Modulation of the Hepatic Lipidome and Transcriptome of Apoe-/- Mice in Response to Smoking Cessation

Héctor De León*, Stéphanie Boué, Manuel C Peitsch and Julia Hoeng
Philip Morris International R&D, Philip Morris Products S.A., Switzerland
Corresponding Author : Hector De Leon
CV Systems Toxicology, Biological Systems Research
Philip Morris International R&D, Quai Jeanrenaud 5
2000, Neuchâtel, Switzerland
Tel: +41 (0)58 242 2571
E-mail: [email protected]
Received October 07, 2013; Accepted November 13, 2013; Published November 20, 2013
Citation: León HD, Boué S, Peitsch MC, Hoeng J (2013) Modulation of the Hepatic Lipidome and Transcriptome of Apoe-/- Mice in Response to Smoking Cessation. J Liver 2:132. doi:10.4172/2167-0889.1000132
Copyright: © 2013 León HD, et al. This is an open-access article distributed under the terms of the Creative Commons Attribution License, which permits unrestricted use, distribution, and reproduction in any medium, provided the original author and source are credited.
 

Abstract

Hepatic lipid metabolism is profoundly affected by cigarette smoke; which likely contributes to the atherogenic plasma lipid profile observed in cigarette smokers. There is, however, a paucity of data on the identification of molecular networks and mechanisms responsible for the reduction of cardiovascular risk in former smokers compared to the risk of current smokers. Using ApoE-/- mice, an experimental model exhibiting a high atherogenic rate that leads to rapid development of vascular lesions, we investigated the effects of discontinuing smoke exposure on both hepatic lipid and transcriptome profiles. Livers from ApoE-/- mice exposed to: (i) mainstream smoke of the reference research cigarette 3R4F for six months (CS), (ii) fresh air for six months (sham exposed), or (iii) CS for three months followed by fresh air for three months (cessation), were extracted and their lipid composition analyzed on six different mass spectrometry platforms. Targeted and non-targeted mass spectrometry methods allowed quantification of more than 200 lipid species. The liver transcriptomes of the same animals were profiled using Affymetrix arrays. With the exception of Triacylglycerols (TAGs), most lipid species that were elevated in liver as a result of cigarette smoke exposure were decreased during the smoking cessation protocol. They included free and esterified cholesterol, phospholipids, sphingomyelins, and ceramides. The hepatic concentration of TAGs was higher in the cessation group as compared to the sham or CS groups. Gene Set Enrichment Analysis (GSEA) of the transcriptomes of the three experimental conditions revealed key hepatic functions affected by CS exposure and smoking cessation, including glutathione metabolism, oxidoreduction, and lipid biosynthesis.
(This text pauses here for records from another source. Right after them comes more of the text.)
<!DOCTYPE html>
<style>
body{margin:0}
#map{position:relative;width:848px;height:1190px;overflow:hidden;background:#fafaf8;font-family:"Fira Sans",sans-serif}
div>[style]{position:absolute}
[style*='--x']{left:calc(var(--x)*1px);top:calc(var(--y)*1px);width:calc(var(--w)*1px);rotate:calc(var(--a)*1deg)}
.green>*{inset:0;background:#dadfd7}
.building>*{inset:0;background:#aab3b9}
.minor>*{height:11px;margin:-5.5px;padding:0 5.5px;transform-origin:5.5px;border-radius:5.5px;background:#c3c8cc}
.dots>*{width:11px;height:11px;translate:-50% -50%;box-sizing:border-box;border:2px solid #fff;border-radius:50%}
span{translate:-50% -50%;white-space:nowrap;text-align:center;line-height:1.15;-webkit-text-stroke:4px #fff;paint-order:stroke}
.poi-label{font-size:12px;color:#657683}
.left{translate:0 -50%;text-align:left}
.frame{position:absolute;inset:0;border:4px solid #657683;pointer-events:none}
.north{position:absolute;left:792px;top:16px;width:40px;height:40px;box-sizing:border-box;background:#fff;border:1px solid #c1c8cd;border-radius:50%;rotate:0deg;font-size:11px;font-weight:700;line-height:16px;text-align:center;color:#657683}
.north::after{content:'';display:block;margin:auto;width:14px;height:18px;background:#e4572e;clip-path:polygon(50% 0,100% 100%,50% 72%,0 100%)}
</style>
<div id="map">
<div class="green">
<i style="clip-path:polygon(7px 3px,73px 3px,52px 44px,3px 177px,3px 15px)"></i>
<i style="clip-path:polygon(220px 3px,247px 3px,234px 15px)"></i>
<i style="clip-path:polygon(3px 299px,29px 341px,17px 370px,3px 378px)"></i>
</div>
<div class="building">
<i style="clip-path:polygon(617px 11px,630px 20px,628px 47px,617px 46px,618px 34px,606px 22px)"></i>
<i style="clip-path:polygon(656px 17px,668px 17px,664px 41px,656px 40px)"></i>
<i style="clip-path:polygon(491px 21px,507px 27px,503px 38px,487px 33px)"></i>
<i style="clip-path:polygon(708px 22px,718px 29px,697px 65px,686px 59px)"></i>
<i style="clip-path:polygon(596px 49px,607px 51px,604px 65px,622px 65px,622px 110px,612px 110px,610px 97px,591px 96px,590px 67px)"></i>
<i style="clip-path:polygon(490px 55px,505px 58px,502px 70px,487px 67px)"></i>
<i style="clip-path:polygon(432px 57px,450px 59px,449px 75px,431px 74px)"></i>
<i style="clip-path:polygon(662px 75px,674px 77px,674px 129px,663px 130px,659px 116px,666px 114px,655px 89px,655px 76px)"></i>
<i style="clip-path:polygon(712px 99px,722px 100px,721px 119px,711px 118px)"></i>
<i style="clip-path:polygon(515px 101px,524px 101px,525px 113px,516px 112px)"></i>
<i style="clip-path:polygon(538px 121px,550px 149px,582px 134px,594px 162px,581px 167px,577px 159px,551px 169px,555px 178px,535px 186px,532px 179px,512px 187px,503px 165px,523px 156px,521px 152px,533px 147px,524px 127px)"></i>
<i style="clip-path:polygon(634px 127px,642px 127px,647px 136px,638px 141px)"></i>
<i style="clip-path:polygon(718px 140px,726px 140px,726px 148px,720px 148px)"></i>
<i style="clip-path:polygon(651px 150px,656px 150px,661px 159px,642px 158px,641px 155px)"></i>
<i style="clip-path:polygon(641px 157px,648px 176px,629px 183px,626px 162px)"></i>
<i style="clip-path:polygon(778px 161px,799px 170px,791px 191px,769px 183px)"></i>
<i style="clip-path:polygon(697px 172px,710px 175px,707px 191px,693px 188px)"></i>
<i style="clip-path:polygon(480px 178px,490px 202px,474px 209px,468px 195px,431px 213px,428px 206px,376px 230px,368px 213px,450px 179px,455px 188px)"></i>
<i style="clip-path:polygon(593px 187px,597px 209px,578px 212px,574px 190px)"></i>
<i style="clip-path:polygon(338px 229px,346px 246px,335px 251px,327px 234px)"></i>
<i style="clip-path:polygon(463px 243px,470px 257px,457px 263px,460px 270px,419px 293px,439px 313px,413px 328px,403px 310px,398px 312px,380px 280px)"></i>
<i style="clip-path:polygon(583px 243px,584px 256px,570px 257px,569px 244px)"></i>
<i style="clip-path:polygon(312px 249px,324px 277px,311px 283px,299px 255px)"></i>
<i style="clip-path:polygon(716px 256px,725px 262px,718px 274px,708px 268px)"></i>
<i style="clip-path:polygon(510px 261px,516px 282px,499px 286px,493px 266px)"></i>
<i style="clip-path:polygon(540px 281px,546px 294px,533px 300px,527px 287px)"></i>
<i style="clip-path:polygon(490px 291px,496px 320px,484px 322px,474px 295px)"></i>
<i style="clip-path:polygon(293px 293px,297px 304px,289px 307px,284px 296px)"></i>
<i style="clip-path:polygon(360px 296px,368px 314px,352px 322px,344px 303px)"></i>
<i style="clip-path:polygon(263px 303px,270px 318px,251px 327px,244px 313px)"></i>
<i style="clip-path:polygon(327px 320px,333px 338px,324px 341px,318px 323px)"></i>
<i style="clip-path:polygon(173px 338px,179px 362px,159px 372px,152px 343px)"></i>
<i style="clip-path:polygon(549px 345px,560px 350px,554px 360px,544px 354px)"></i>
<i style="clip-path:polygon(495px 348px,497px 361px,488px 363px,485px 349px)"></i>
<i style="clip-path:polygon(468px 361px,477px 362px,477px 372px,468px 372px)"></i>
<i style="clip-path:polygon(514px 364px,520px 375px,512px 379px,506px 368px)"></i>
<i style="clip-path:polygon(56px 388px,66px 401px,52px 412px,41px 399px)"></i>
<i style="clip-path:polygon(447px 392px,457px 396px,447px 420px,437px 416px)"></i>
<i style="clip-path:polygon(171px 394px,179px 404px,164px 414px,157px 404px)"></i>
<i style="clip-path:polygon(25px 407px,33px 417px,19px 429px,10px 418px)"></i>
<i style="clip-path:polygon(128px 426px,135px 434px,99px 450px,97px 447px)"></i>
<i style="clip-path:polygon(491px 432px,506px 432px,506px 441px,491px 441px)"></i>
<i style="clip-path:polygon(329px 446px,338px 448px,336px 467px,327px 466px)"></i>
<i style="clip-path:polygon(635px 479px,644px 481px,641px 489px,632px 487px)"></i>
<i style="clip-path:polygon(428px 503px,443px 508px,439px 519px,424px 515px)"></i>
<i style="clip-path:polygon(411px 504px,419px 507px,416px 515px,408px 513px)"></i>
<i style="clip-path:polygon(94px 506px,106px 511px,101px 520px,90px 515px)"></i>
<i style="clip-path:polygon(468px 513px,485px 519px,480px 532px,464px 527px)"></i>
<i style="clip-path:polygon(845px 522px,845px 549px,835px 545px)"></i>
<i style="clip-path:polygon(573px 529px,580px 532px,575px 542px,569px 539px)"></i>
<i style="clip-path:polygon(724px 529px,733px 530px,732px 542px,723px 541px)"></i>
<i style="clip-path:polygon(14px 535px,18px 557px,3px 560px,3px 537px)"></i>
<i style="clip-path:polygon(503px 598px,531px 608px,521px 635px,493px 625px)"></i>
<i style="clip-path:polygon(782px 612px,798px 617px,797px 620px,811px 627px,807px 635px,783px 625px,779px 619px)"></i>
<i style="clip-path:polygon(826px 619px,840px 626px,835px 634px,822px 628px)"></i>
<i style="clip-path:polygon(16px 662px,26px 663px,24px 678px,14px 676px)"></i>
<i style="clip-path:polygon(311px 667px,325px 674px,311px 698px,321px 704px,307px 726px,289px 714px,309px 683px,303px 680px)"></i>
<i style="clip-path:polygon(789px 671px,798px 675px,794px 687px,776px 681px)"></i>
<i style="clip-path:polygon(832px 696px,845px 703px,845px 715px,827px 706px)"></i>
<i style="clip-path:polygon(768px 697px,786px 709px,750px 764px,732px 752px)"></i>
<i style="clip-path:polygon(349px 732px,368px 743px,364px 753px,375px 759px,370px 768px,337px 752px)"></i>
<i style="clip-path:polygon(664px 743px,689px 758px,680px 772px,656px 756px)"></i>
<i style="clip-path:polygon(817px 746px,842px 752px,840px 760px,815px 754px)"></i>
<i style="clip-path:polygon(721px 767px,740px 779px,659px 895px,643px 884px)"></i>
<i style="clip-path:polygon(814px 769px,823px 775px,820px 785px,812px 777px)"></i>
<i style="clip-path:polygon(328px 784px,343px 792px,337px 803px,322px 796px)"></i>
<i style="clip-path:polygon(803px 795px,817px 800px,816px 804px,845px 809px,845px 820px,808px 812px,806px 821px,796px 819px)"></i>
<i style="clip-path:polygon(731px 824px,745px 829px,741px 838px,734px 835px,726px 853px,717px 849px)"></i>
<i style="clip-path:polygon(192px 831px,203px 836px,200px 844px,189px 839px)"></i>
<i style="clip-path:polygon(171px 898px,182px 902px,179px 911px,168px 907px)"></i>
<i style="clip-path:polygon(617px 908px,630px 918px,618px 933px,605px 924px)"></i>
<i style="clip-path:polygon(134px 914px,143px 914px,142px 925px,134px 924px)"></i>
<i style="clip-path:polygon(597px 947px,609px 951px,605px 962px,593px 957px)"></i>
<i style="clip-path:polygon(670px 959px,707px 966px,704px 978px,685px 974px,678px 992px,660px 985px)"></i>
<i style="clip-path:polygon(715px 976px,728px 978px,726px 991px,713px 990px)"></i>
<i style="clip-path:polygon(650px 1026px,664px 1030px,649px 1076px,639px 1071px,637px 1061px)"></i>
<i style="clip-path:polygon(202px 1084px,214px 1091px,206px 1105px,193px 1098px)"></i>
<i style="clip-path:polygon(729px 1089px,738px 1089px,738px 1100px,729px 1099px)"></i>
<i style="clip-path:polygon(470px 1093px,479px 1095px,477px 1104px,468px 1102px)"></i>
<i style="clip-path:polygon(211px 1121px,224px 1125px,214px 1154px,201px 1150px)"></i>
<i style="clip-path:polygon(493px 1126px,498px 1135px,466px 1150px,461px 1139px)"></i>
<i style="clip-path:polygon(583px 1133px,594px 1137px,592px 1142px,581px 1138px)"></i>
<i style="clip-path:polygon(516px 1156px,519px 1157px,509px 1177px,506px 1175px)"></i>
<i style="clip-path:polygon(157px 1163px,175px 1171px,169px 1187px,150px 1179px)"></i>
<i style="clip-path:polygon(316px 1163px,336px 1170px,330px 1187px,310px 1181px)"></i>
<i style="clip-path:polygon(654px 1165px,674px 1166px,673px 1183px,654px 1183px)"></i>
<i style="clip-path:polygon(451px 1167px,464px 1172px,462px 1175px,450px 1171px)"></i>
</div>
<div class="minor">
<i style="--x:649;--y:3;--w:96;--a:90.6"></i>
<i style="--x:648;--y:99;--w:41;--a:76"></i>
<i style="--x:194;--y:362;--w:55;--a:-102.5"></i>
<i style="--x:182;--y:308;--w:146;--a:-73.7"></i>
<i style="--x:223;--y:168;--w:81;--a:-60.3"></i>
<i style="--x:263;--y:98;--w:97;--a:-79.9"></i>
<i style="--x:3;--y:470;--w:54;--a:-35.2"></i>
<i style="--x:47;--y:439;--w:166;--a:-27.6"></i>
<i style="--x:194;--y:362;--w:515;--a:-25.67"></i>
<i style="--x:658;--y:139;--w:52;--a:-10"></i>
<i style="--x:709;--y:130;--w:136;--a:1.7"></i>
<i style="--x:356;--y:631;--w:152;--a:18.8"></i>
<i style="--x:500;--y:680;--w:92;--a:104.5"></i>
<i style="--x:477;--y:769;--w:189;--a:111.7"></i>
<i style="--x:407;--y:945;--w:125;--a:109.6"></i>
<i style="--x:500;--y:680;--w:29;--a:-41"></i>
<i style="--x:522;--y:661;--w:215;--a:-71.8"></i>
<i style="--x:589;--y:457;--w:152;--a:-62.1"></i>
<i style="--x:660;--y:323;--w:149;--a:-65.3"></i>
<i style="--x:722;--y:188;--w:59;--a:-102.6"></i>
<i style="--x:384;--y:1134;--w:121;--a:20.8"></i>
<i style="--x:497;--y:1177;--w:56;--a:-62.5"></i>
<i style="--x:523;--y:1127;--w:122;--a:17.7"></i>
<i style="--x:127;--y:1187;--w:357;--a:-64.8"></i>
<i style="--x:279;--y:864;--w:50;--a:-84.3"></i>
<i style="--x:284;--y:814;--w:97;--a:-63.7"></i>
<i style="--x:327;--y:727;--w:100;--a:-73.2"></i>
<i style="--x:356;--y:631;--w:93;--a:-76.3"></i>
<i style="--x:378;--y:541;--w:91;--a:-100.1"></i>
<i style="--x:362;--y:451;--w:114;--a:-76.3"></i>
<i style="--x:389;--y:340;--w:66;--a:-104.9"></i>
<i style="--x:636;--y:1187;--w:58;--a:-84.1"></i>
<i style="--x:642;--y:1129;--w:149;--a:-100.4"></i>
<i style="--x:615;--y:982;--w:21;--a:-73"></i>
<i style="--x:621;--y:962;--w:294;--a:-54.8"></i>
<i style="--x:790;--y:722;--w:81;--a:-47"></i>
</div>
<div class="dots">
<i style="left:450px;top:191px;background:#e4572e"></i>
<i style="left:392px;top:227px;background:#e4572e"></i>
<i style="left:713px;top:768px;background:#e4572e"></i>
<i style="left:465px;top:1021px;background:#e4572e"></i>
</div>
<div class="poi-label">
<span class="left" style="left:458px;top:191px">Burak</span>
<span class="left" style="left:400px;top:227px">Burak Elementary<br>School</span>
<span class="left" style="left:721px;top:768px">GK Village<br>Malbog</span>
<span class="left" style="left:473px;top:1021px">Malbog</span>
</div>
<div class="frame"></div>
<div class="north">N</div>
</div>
A subset of mice across the three experimental groups displayed up regulation of a set of genes consistent with an exocrine pancreas signature. Investigating the simultaneous changes on the hepatic lipidome and transcriptome in a murine model of atherosclerosis enabled the characterization of a liver-specific profile in response to smoking cessation. This information supports our efforts to develop an integrative model of key metabolic changes induced by cigarettes smoke and smoking cessation in tissues relevant to atherogenesis, including blood vessels, adipose tissue and liver.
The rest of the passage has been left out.